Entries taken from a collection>
• • •
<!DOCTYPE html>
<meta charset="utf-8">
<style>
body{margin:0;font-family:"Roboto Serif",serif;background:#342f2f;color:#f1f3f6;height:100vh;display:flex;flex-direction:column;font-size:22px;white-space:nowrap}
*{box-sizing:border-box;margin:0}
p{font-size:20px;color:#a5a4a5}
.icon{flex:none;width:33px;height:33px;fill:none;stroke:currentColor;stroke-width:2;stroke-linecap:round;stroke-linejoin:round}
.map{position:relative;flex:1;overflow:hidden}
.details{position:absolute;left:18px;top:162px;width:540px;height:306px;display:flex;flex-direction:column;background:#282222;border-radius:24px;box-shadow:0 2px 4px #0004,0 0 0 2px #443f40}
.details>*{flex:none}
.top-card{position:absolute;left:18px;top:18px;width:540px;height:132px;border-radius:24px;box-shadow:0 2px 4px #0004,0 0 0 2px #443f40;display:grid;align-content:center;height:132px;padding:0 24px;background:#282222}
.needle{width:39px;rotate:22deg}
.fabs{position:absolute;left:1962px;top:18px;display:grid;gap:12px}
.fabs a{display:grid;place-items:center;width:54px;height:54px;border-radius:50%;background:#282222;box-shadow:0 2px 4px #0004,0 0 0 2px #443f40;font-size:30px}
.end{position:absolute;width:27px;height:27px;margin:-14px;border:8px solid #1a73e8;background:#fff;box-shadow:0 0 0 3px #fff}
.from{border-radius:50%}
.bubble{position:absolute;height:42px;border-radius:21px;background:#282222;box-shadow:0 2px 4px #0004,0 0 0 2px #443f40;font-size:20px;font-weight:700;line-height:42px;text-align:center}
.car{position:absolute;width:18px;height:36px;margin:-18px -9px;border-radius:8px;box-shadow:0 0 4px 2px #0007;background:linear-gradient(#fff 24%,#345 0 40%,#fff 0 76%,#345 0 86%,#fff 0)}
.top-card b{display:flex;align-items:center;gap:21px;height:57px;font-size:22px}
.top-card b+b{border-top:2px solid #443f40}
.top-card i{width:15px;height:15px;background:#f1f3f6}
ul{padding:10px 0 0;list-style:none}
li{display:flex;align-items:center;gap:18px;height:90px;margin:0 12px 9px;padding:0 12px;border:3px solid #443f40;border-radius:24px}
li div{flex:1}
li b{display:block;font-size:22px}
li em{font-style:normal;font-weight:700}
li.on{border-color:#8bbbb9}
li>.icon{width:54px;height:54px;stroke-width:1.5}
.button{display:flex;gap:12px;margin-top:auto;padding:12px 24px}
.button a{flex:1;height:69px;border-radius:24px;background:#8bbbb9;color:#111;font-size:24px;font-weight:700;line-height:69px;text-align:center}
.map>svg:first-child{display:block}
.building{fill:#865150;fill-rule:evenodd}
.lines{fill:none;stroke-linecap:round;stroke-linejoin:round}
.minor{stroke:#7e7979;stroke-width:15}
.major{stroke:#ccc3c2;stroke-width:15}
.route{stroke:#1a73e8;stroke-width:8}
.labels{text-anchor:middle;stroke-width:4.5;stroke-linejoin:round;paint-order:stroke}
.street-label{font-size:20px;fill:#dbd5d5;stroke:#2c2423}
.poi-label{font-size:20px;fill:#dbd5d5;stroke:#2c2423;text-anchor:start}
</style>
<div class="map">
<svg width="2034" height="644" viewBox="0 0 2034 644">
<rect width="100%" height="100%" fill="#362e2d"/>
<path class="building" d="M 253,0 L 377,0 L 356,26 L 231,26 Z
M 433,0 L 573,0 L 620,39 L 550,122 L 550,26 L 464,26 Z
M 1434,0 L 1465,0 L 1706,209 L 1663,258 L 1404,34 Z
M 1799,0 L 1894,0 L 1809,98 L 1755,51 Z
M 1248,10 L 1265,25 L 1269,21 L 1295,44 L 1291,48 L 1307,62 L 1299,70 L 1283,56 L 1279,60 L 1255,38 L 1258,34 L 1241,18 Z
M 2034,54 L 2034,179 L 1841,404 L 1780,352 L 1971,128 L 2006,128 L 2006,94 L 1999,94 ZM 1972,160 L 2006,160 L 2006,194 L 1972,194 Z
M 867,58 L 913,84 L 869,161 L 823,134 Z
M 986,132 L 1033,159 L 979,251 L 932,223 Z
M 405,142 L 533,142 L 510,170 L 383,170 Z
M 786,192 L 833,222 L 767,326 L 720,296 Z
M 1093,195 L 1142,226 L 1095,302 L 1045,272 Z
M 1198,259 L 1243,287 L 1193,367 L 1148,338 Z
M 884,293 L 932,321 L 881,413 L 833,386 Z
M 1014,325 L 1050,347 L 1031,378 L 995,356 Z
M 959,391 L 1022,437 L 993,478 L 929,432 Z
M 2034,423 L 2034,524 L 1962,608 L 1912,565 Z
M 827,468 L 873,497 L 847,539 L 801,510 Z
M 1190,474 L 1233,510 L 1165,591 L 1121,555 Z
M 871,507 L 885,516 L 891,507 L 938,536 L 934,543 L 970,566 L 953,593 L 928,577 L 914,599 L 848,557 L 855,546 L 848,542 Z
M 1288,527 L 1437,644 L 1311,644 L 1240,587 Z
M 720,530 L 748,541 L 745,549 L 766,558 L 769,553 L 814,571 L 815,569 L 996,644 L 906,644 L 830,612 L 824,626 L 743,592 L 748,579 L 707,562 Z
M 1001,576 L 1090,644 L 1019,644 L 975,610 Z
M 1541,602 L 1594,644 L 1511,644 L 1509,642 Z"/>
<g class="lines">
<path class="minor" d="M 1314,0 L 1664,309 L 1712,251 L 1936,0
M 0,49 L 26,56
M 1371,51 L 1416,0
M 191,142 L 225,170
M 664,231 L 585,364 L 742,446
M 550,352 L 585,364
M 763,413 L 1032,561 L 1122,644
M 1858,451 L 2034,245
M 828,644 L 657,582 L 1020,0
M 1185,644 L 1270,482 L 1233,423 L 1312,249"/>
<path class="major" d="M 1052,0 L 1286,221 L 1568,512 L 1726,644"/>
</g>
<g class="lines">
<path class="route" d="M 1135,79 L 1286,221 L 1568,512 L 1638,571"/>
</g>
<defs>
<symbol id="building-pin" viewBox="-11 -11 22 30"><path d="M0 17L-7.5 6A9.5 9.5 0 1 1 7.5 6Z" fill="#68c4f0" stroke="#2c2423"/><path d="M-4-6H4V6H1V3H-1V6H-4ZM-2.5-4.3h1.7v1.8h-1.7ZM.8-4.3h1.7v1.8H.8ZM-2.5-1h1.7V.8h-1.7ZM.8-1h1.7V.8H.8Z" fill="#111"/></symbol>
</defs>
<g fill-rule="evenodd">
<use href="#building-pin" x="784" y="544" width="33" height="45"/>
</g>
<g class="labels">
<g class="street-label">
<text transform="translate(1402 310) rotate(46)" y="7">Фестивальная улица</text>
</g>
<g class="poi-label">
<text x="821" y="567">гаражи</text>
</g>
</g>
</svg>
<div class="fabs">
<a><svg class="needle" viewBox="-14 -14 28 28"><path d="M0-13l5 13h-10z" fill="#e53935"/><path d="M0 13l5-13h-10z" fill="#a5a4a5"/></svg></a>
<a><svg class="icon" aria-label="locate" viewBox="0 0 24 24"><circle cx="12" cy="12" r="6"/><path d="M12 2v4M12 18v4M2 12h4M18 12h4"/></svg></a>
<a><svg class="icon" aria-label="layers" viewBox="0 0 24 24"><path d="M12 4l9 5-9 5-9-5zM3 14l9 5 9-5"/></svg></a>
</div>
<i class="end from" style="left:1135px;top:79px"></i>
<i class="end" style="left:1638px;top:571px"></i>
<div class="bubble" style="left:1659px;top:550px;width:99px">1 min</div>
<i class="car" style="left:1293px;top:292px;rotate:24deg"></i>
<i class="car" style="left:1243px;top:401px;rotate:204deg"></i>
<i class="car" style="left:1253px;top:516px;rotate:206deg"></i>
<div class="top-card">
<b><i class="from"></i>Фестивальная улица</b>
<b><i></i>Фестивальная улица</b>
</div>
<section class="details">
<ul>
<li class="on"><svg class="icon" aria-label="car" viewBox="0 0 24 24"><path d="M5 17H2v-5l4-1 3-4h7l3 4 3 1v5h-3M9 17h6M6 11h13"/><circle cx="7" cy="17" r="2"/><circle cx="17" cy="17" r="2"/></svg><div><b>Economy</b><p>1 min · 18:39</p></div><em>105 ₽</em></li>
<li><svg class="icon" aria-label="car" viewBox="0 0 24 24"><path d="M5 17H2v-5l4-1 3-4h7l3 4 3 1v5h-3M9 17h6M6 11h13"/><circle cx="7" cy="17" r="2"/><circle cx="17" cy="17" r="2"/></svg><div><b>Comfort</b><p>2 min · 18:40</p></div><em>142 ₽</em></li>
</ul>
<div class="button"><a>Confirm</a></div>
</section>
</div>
• • •
Task> Work out how many lines in the records contain the word "bubble", and give that number by itself.

Written reply> 2